Lack of a complete cleanup on shutdown
Problem
It may happen that some of Ray on Golem's components are still up after the successful completion of ray down
. While it's usually not a problem in itself, you might wish to start with a clean slate on consecutive ray up
runs.
Solution
To perform a cleanup, let's first check if there are any orphaned components indeed:
ps axc | grep -v grep | grep -E 'yagna|ray-on-golem'
It produces an output like this:
71257 ? Ssl 0:02 ray-on-golem
71258 ? Sl 2:35 yagna
The above shows ray-on-golem
webserver and the yagna
daemon are running.
The surest way to stop them is to kill them (using the PID numbers as shown in the first column):
kill -9 71257 71258
After it is done, the above command should show no more hanging processes:
ps axc | grep -v grep | grep -E 'yagna|ray-on-golem'
It might also be a good idea to clean up Ray's configuration cache files:
rm /tmp/ray-config-*
How can I resolve the node not found error?
Problem
Sometimes, ray up
might time out with a note saying that there is no node available.
It might look like this:
ray_on_golem.client.exceptions.RayOnGolemClientError: Couldn't create node: {"error": "Creating activities timeout reached"}
Solution
This means, that there are not enough providers on the network.

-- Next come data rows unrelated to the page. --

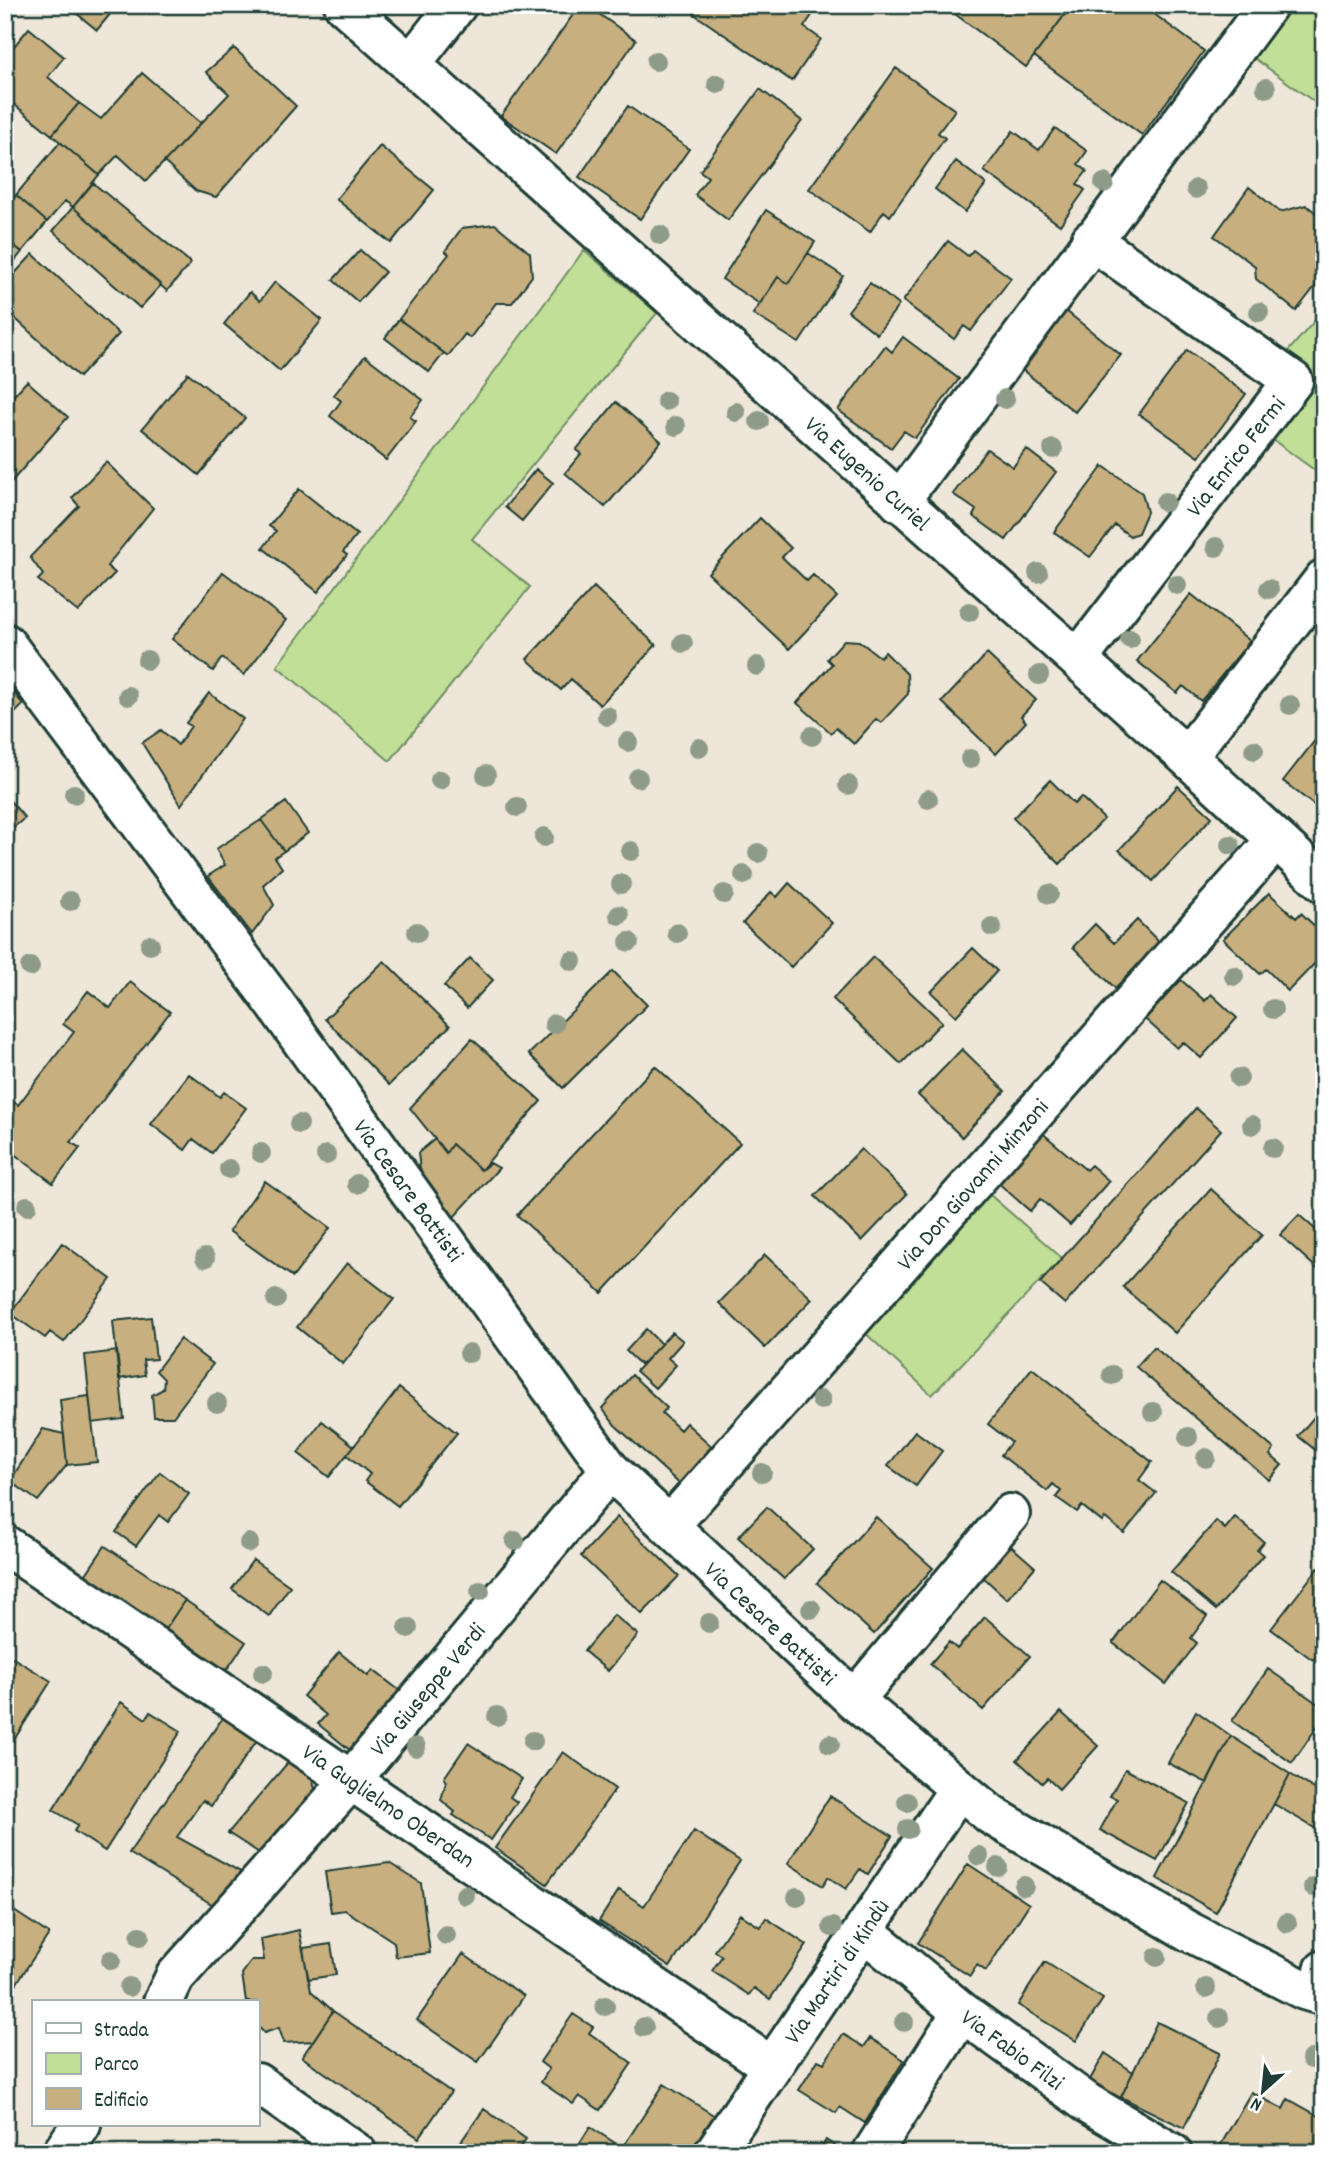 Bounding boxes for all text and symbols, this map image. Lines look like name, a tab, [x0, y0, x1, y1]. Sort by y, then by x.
street label: Via Enrico Fermi	[1179, 390, 1295, 525]
street label: Via Eugenio Curiel	[796, 410, 936, 541]
street label: Via Don Giovanni Minzoni	[890, 1093, 1059, 1279]
street label: Via Cesare Battisti	[343, 1113, 470, 1270]
street label: Via Cesare Battisti	[695, 1555, 843, 1695]
street label: Via Giuseppe Verdi	[363, 1617, 495, 1765]
street label: Via Guglielmo Oberdan	[294, 1737, 481, 1878]
street label: Via Martiri di Kindù	[777, 1893, 900, 2052]
legend	[32, 2000, 259, 2126]
street label: Via Fabio Filzi	[953, 2002, 1070, 2100]
text: Strada	[94, 2017, 149, 2047]
text: Parco	[94, 2051, 139, 2081]
north arrow	[1228, 2056, 1298, 2126]
text: Edificio	[94, 2087, 149, 2117]
text: N	[1247, 2089, 1267, 2117]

If you are running Ray on Golem on the testnet (property network: "goerli"
in the cluster yaml) - most likely all the nodes are busy with requests of other users.
We are preparing a tool to check providers' availability. Another solution would be to move to mainnet - we are also working on enabling this option.
For now, the best course of action would be to report the situation on #Ray on Golem
discord channel.
Usually, the testnet isn't busy for a long time - it might be enough to wait a couple of minutes.
Additional packages required on the cluster
Problem
Your app might need non-standard packages to run on a Ray on Golem cluster. The default VM image includes nothing besides the bare minimum.
In such a case, the output for ray submit
may look like this:
Traceback (most recent call last):
File "/root/dds-with-ray.py", line 49, in <module>
results = get_lots_of_deals()
File "/root/dds-with-ray.py", line 42, in get_lots_of_deals
results = ray.get(result_ids)
File "/usr/local/lib/python3.10/site-packages/ray/_private/auto_init_hook.py", line 24, in auto_init_wrapper
return fn(*args, **kwargs)
File "/usr/local/lib/python3.10/site-packages/ray/_private/client_mode_hook.py", line 103, in wrapper
return func(*args, **kwargs)
File "/usr/local/lib/python3.10/site-packages/ray/_private/worker.py", line 2547, in get
raise value.as_instanceof_cause()
ray.exceptions.RayTaskError(ModuleNotFoundError): ray::get_deal() (pid=871, ip=192.168.0.3)
File "/root/dds-with-ray.py", line 30, in get_deal
from endplay.dds import calc_dd_table
ModuleNotFoundError: No module named 'endplay'
Shared connection to 192.168.0.3 closed.
Error: Command failed:
Solution
Note that even if you have the needed dependencies installed, and your app runs on your local environment, you still need to tell Ray on Golem cluster the packages are needed.
The best way to do it is by adding an appropriate pip install
command to setup_commands
in the cluster yaml file. Check out the cluster yaml reference to get more information.
Passing arguments to your Ray script fails
Problem
Often, you need to pass arguments to the Ray script you are submitting:
ray submit golem-cluster.yaml examples/simple-task.py -n 20
While it looks correct, in this particular case it won't have the intended effect of passing the parameter to the simple-stask.py
script. Instead, it will cause Ray to, seemingly, suddenly require a password for the node, i.e.:
Checking External environment settings
Ray On Golem webserver
Not starting webserver, as it's already running
Fetched IP: 192.168.0.3
root@192.168.0.3's password:
Solution
ray submit
and other ray commands have their own arguments. If your script arguments are named the same, Ray will get confused.
In this example -n
stands for cluster name, which we don't support yet - hence the unexpected request for the SSH password.
The solution is to precede your arguments with the double-dash symbol (--
):
ray submit golem-cluster.yaml examples/simple-task.py -- -n 20
This informs Ray that everything after the double dash is not to be interpreted, but instead passed as-is to the executed script.